▸ **THE PROBLEM**: Could you work out how many lines of the material below hold "lineWidth"? Only the number is needed.

▸ **INPUT**:
================

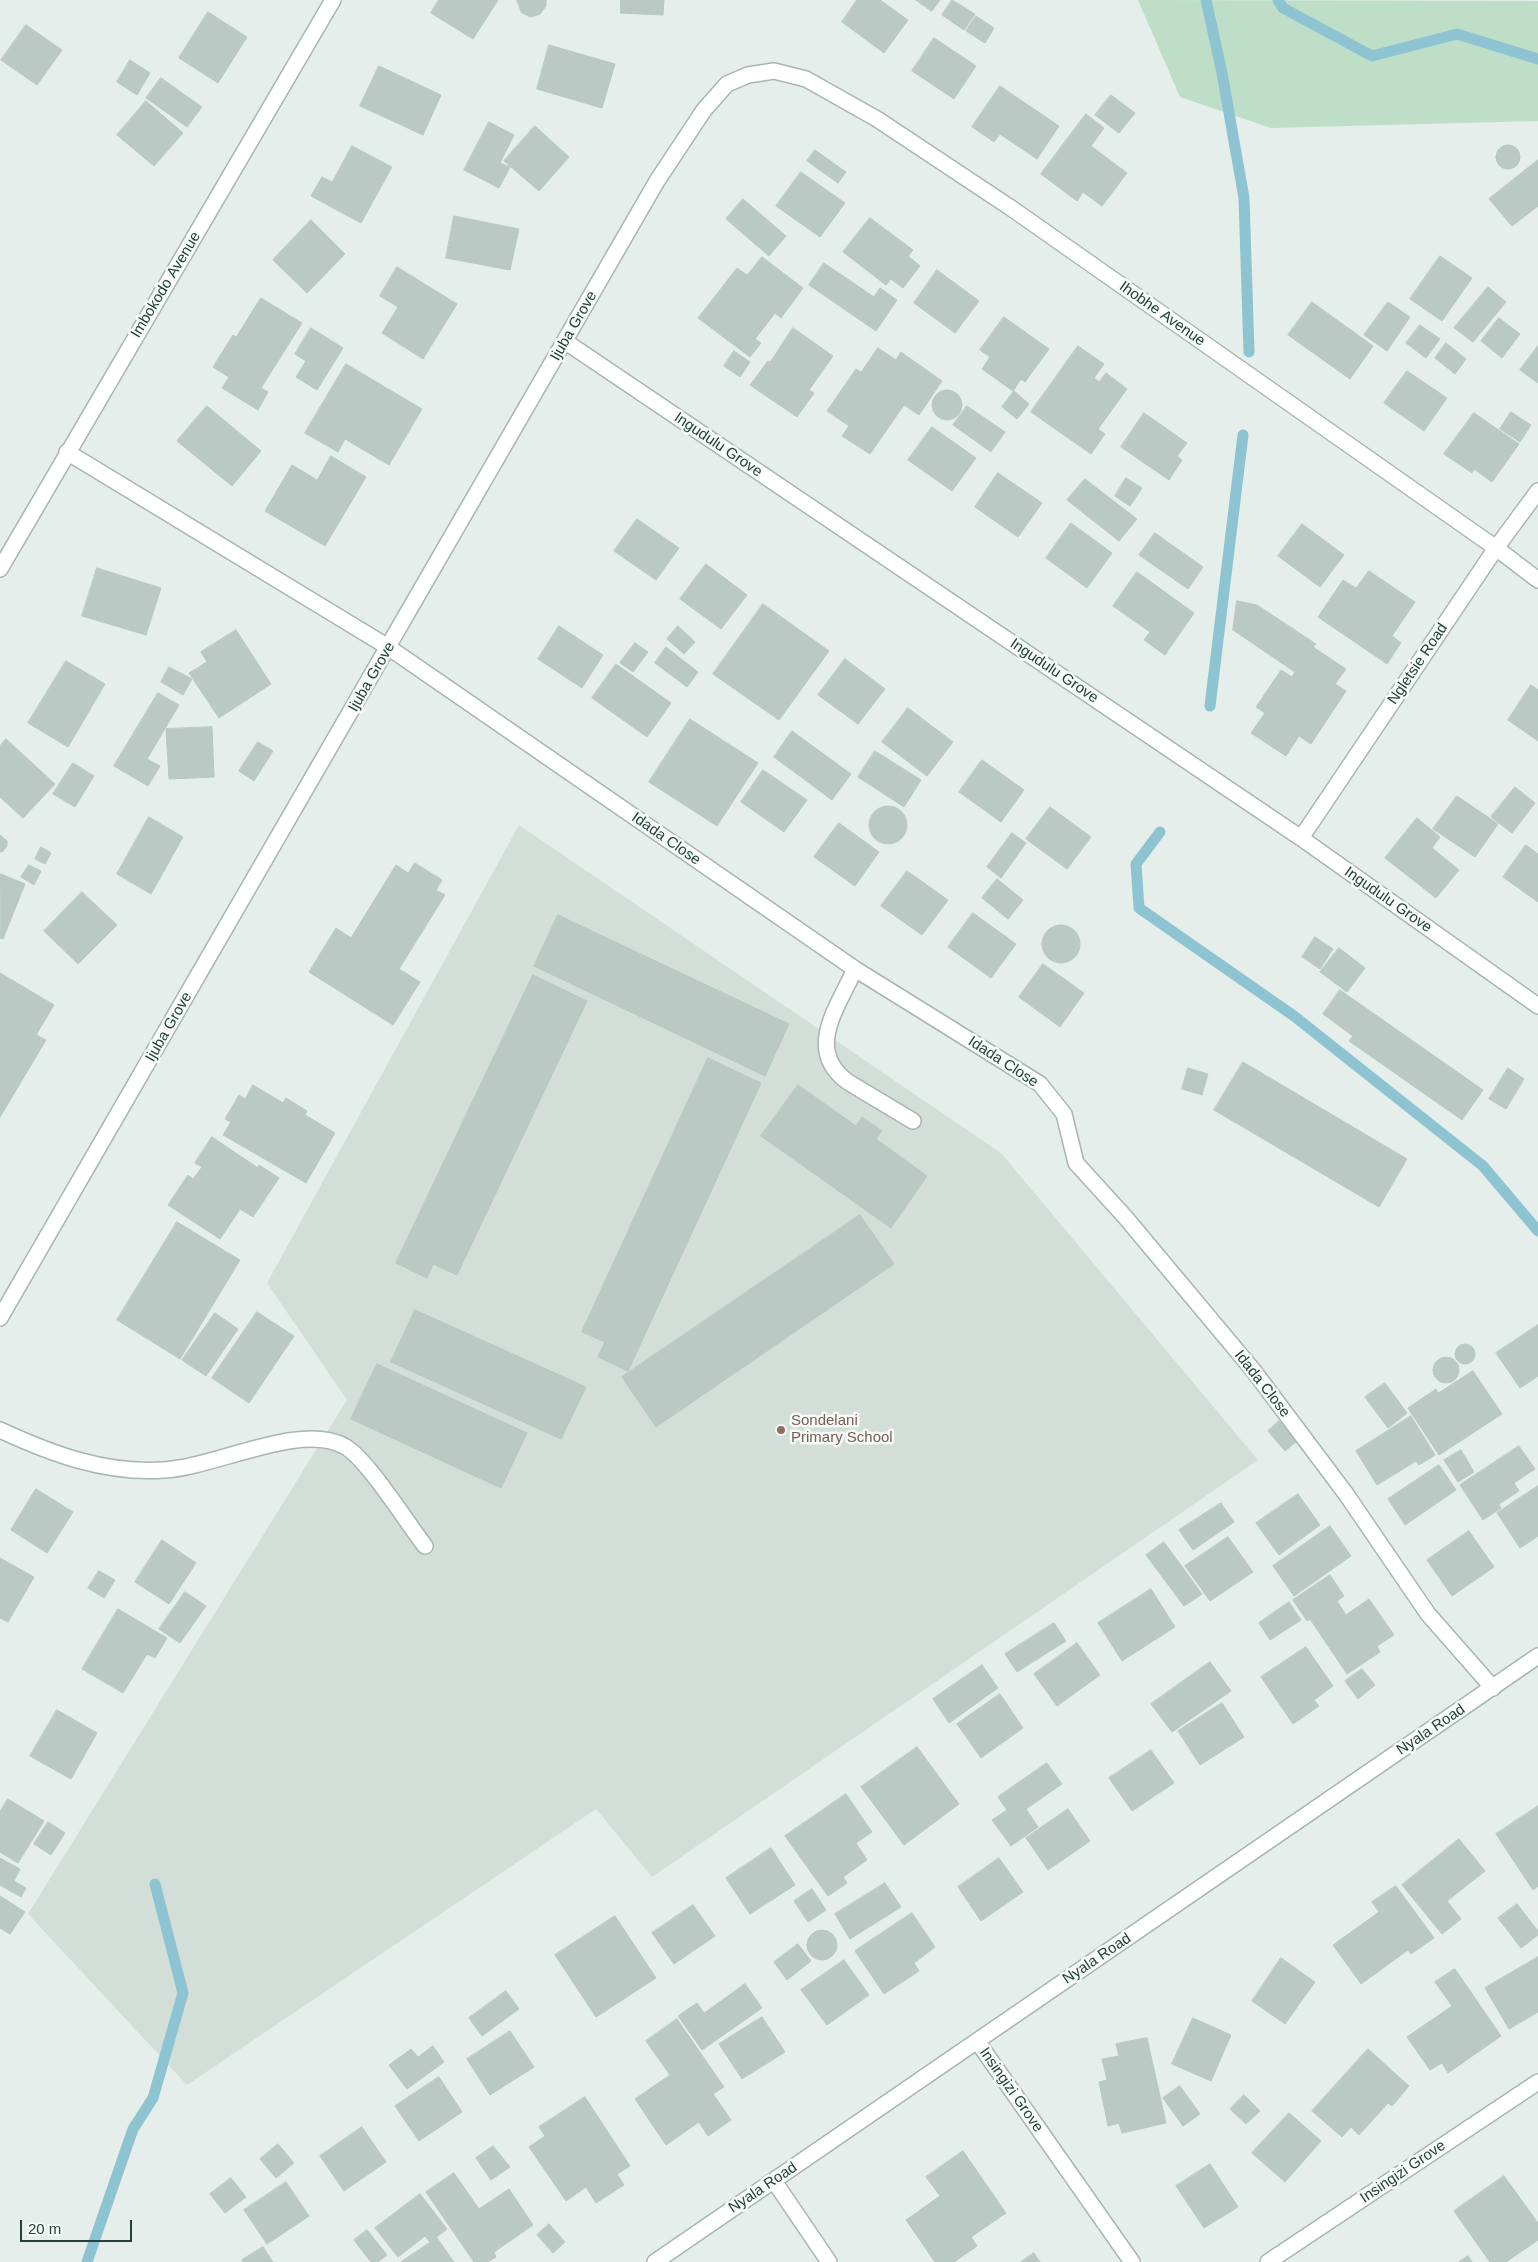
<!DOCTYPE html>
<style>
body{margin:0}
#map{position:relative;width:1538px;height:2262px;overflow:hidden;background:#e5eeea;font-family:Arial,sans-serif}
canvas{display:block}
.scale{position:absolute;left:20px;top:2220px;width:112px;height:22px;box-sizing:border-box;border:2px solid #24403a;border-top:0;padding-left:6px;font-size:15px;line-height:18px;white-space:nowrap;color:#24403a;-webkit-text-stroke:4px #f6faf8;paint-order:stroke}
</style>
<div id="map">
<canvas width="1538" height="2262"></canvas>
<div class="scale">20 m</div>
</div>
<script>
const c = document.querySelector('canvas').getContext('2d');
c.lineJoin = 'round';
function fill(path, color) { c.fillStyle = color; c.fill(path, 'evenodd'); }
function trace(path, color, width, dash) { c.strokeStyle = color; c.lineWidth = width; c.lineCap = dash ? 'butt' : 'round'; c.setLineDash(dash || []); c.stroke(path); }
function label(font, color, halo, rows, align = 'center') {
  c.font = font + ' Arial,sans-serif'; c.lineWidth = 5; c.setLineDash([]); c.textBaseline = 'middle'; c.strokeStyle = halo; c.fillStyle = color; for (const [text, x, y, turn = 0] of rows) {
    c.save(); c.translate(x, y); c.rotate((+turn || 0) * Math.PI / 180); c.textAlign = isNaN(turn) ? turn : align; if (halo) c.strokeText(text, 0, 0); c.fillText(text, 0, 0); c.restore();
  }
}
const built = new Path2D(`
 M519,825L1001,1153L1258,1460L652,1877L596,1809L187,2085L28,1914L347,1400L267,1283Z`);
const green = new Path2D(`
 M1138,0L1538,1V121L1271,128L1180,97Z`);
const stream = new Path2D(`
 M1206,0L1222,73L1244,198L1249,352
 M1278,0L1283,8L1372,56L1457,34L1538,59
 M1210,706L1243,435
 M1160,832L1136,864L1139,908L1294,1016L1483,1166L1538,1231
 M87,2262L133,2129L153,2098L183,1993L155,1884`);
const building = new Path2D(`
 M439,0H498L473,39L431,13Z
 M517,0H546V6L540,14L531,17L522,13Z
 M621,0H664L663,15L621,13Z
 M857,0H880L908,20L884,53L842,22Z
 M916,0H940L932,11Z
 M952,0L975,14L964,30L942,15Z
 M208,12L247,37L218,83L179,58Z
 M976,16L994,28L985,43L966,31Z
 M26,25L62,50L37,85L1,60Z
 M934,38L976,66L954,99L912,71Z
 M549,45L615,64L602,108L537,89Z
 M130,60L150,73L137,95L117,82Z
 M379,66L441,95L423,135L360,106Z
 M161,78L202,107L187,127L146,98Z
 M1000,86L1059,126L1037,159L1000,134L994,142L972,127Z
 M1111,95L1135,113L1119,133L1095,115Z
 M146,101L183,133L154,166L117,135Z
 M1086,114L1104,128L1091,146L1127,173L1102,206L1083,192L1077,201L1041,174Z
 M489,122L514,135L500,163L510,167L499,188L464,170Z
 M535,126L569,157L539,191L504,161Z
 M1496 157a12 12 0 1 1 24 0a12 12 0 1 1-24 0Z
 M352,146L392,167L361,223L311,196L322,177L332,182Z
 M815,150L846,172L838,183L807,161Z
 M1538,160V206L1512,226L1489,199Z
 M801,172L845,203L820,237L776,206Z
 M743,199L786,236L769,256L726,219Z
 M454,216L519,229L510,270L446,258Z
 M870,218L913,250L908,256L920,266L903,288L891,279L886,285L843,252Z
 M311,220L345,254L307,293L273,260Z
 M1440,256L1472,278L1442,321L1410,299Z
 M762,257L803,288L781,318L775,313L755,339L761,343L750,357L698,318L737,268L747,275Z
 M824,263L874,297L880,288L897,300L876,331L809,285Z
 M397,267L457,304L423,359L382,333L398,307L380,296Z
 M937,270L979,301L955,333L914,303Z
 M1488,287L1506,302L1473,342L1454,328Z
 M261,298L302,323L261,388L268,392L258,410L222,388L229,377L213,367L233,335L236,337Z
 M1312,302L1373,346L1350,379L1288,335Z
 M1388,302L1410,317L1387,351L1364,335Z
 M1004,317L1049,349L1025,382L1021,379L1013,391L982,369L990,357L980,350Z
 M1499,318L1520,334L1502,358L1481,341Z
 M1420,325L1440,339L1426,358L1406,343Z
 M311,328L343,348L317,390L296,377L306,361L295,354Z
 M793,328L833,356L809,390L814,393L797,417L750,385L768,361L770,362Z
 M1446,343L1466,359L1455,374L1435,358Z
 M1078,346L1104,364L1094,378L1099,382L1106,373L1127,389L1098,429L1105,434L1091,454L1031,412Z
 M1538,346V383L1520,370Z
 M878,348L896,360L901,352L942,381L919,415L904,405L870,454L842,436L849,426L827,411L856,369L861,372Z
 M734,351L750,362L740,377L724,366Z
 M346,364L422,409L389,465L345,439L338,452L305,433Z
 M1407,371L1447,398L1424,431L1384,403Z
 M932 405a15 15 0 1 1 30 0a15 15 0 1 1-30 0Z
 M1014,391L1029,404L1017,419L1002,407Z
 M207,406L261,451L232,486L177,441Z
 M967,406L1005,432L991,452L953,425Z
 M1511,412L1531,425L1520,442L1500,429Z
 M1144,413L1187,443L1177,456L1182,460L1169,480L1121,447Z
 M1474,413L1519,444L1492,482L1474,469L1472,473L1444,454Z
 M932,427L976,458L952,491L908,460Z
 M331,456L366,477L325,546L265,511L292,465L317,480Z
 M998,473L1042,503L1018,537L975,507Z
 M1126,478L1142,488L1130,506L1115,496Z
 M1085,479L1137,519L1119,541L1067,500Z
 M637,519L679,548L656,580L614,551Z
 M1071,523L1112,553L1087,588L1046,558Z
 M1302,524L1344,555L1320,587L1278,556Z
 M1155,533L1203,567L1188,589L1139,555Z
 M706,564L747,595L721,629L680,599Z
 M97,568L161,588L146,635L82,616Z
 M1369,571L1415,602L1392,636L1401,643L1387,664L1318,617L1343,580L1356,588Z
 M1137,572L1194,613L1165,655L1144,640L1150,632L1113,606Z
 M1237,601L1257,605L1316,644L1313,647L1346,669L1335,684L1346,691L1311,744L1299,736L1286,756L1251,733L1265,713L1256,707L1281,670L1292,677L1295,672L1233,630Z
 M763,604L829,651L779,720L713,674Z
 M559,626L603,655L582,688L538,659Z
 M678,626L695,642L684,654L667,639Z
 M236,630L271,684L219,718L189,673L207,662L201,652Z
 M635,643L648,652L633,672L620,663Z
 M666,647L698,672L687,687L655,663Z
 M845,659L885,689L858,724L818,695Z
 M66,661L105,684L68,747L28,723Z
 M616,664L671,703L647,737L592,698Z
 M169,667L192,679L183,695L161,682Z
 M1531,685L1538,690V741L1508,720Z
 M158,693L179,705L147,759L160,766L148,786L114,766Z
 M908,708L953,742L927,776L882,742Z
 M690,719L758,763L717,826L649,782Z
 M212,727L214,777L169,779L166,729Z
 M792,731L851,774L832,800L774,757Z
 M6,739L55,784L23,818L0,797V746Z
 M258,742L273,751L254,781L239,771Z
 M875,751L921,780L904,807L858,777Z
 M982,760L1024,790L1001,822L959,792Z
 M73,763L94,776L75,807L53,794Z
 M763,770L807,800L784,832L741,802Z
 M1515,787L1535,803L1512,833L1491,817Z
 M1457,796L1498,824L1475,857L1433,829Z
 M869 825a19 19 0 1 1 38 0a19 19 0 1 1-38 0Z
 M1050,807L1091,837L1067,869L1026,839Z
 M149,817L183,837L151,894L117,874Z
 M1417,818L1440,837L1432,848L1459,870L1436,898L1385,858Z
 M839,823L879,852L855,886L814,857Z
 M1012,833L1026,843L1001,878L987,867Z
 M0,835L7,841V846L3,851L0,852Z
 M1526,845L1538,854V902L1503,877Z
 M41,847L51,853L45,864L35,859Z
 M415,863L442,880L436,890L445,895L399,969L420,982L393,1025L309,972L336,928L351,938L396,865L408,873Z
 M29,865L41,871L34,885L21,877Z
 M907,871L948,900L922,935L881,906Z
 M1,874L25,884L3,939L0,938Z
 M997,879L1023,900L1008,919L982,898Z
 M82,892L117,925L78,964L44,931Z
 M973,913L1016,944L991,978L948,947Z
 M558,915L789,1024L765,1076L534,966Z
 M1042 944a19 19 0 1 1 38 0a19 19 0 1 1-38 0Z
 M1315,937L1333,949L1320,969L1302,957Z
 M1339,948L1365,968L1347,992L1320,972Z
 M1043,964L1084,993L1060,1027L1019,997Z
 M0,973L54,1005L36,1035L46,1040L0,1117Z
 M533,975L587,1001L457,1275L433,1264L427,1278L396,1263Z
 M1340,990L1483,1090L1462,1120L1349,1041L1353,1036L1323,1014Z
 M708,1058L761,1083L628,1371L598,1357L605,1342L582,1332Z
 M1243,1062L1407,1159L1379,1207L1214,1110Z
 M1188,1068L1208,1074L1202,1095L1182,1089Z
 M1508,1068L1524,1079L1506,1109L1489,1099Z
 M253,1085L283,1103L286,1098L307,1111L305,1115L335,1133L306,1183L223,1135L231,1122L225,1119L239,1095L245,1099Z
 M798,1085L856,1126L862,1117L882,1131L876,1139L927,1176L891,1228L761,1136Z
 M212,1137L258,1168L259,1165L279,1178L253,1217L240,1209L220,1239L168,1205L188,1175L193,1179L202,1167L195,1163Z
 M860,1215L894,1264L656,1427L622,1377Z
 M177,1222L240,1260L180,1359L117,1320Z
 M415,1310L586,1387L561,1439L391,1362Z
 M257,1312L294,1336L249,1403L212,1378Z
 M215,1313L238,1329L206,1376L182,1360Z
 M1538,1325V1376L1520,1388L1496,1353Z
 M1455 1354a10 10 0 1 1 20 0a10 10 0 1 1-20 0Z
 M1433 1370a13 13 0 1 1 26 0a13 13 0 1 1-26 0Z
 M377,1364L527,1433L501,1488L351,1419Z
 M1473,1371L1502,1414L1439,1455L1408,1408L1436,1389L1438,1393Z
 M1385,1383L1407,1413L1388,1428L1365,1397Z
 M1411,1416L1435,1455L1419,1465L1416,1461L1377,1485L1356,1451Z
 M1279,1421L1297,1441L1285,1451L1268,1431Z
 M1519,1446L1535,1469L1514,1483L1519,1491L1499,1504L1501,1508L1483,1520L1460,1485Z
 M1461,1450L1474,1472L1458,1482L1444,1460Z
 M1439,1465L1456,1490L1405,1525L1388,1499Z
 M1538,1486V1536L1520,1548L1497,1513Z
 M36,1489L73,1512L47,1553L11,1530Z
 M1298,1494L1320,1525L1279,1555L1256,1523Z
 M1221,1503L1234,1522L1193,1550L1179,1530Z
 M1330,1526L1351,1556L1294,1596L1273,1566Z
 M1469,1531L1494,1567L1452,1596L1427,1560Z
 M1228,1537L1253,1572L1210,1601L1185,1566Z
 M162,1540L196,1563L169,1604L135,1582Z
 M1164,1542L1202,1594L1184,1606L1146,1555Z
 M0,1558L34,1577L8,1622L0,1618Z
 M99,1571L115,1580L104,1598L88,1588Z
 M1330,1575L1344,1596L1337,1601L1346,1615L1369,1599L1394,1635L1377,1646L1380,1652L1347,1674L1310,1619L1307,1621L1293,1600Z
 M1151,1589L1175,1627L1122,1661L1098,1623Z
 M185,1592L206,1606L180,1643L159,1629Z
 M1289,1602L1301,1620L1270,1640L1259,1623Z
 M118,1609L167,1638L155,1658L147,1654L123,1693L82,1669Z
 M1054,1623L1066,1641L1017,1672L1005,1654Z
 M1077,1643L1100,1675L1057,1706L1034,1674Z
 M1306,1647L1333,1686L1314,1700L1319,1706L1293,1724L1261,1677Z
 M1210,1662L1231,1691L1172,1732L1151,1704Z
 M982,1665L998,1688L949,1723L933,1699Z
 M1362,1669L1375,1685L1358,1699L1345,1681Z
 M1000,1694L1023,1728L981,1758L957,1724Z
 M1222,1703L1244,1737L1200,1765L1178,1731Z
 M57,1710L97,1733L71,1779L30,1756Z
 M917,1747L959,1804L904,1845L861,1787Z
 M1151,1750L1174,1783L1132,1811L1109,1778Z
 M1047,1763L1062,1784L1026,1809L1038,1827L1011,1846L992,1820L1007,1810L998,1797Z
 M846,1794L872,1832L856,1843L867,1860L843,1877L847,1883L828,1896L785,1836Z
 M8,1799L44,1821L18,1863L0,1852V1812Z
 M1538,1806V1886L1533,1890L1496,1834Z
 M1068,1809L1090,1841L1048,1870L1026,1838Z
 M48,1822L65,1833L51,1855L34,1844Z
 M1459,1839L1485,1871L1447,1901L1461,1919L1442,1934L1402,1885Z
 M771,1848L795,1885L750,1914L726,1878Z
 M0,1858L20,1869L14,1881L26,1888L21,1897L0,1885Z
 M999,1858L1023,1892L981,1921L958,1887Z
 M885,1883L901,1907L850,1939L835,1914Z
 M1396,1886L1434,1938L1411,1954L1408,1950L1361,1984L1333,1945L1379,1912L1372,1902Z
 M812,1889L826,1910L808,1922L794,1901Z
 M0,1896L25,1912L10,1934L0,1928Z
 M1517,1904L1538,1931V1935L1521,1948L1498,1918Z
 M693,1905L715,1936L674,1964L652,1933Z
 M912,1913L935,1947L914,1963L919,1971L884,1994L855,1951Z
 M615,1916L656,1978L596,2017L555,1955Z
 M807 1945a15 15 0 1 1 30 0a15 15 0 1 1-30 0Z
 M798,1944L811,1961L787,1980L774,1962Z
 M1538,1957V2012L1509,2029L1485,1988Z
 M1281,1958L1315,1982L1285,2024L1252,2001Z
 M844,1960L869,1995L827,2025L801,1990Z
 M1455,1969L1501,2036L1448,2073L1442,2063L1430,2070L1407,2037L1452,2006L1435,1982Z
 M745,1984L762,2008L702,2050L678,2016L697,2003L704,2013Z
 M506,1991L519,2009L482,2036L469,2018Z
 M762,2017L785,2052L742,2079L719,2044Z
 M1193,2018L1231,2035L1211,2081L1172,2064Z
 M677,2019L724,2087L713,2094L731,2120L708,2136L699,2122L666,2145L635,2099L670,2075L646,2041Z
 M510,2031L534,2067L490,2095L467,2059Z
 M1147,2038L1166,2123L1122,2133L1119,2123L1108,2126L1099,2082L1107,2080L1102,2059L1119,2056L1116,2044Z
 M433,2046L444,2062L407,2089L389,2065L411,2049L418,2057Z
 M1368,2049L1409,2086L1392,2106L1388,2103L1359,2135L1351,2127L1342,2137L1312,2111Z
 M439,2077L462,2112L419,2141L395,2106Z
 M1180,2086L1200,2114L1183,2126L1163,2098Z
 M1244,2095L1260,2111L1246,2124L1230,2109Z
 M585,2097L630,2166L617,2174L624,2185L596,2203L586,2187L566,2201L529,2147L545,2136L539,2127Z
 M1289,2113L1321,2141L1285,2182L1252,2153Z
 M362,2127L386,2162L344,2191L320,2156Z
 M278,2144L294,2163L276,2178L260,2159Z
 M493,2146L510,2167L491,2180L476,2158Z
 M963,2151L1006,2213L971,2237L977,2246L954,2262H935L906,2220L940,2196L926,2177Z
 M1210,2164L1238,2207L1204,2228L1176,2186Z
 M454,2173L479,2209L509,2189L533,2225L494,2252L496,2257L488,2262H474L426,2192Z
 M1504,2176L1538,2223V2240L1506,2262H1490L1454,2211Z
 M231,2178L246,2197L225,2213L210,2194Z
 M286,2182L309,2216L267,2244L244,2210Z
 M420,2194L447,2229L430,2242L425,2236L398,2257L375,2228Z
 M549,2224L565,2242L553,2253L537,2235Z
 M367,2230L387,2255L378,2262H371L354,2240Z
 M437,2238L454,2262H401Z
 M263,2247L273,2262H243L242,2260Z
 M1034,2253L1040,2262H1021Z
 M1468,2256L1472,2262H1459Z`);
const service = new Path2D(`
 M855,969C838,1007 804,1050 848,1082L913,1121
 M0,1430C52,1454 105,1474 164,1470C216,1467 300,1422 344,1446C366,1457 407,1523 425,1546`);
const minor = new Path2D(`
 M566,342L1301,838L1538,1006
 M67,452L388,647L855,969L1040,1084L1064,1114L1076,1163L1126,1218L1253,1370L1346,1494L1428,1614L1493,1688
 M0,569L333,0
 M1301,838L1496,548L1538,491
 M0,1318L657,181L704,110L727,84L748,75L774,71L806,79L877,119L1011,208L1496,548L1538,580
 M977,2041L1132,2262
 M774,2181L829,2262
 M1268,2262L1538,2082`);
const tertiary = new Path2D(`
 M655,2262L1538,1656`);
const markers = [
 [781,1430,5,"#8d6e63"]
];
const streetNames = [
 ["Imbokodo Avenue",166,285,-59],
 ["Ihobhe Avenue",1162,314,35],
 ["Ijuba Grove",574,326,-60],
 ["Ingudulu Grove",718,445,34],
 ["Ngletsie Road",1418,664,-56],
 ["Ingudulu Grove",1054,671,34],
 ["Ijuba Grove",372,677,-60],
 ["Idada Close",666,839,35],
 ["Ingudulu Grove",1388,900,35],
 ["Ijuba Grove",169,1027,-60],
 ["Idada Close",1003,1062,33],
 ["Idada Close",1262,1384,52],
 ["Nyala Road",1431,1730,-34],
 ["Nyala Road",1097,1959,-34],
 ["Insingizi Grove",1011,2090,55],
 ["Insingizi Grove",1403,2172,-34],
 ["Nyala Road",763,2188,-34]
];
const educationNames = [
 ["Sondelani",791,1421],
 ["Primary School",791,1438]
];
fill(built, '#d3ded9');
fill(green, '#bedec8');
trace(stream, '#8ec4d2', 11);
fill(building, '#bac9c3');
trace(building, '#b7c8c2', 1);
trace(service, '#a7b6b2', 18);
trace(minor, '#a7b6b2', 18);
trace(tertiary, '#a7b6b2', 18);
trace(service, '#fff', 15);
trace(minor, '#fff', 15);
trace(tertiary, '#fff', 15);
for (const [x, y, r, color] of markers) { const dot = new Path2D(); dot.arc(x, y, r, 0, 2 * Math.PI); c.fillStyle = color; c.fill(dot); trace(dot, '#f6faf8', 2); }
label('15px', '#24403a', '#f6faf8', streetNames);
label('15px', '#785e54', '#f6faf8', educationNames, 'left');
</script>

================

▸ **REPLY TO THE TASK**: 2